→ Work instructions: Before printing the listing, strip out its pictures and keep everything else exact.

→ Supplied information:
=== Section Start ===
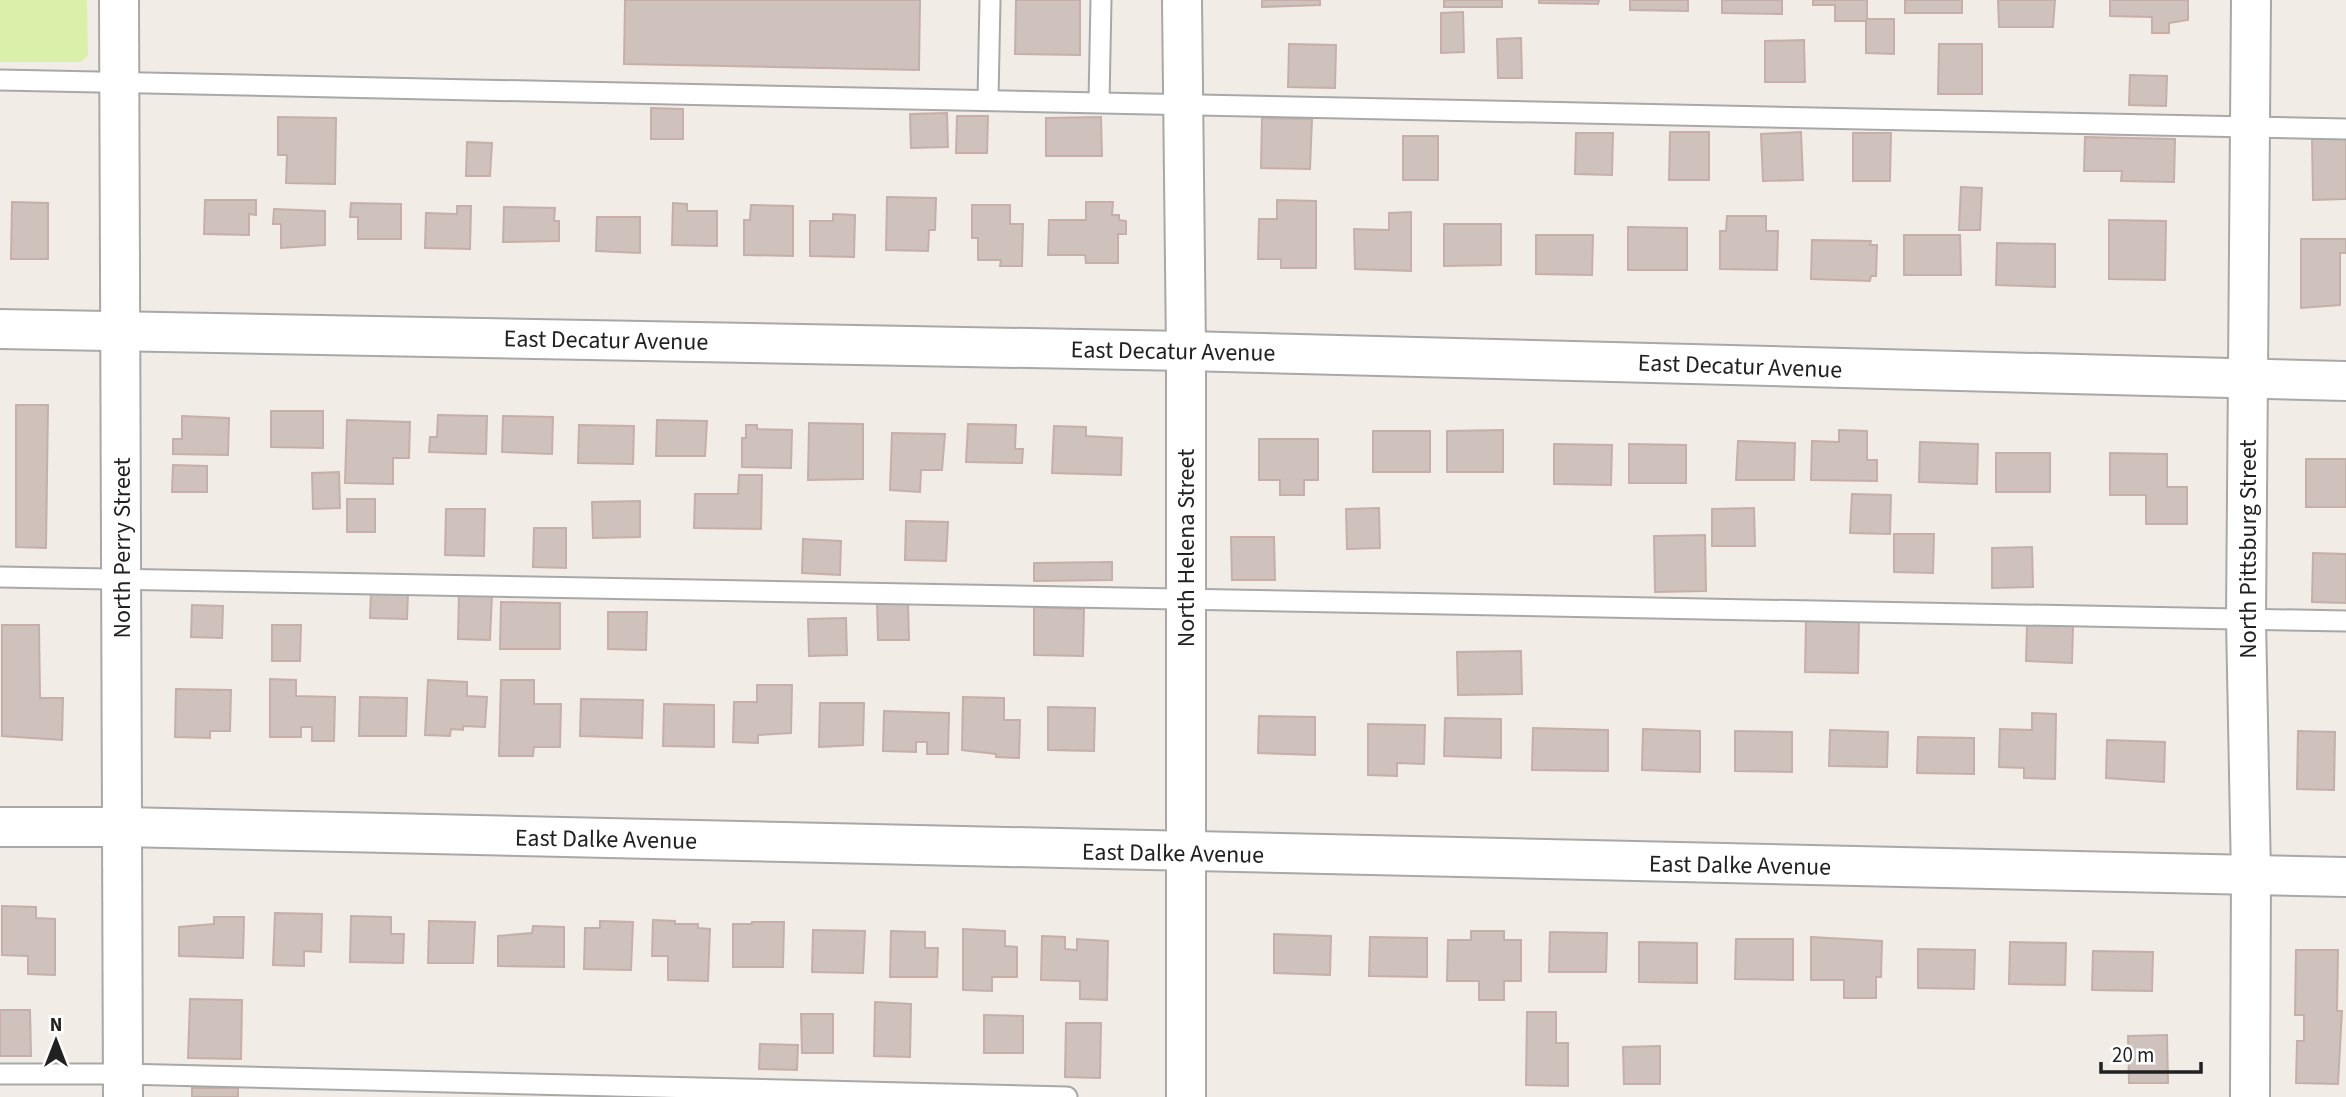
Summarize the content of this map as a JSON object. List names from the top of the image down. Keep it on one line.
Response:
{"streets":{"street":["East Decatur Avenue","North Perry Street","North Helena Street","North Pittsburg Street","East Dalke Avenue"]},"crossings":[["East Decatur Avenue","North Perry Street"],["East Decatur Avenue","North Helena Street"],["East Decatur Avenue","North Pittsburg Street"],["North Perry Street","East Dalke Avenue"],["North Helena Street","East Dalke Avenue"],["North Pittsburg Street","East Dalke Avenue"]],"scale_bar":"20 m","north":"top"}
=== Section End ===
→ Worked solution:
Summarize the content of this map as a JSON object. List names from the top of the image down. Keep it on one line.
Response:
{"streets":{"street":["East Decatur Avenue","North Perry Street","North Helena Street","North Pittsburg Street","East Dalke Avenue"]},"crossings":[["East Decatur Avenue","North Perry Street"],["East Decatur Avenue","North Helena Street"],["East Decatur Avenue","North Pittsburg Street"],["North Perry Street","East Dalke Avenue"],["North Helena Street","East Dalke Avenue"],["North Pittsburg Street","East Dalke Avenue"]],"scale_bar":"20 m","north":"top"}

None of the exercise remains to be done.